Required work
Check every line below for the string "Standerdmolen". Copy the ones that have it.

(Saved data entries)
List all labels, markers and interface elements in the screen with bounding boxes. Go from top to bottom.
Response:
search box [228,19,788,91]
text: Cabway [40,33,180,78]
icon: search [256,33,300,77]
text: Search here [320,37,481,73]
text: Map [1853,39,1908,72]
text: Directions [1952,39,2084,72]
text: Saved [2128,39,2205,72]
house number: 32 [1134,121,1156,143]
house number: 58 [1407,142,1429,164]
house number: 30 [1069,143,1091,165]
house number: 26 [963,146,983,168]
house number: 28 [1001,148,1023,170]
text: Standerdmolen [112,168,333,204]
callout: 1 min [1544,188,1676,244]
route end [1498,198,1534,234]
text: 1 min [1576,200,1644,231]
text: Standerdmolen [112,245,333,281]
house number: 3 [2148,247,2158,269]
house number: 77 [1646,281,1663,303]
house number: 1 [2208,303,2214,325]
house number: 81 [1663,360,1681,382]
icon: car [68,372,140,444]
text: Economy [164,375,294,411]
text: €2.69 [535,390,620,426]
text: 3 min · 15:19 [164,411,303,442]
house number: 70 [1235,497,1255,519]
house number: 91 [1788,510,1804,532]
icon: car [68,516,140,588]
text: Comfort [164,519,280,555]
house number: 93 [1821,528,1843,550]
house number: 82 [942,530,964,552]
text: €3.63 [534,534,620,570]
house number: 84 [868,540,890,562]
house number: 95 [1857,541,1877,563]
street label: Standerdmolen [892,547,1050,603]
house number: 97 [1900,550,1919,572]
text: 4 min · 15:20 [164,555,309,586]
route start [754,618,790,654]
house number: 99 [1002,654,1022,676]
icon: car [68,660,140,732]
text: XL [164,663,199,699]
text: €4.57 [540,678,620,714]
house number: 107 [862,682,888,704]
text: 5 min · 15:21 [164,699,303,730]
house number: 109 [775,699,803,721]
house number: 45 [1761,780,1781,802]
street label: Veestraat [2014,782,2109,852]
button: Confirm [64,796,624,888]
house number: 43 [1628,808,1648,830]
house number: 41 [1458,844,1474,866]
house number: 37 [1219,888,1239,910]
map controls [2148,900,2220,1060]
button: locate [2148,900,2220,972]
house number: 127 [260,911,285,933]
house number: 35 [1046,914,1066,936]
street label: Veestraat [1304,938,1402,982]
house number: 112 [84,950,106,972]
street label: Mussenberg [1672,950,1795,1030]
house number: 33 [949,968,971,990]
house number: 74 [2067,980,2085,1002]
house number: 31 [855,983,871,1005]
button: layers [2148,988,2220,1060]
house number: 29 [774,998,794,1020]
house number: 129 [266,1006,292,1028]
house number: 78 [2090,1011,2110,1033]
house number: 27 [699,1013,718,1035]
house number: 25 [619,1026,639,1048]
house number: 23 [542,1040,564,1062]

Answer section
text: Standerdmolen [112,168,333,204]
text: Standerdmolen [112,245,333,281]
street label: Standerdmolen [892,547,1050,603]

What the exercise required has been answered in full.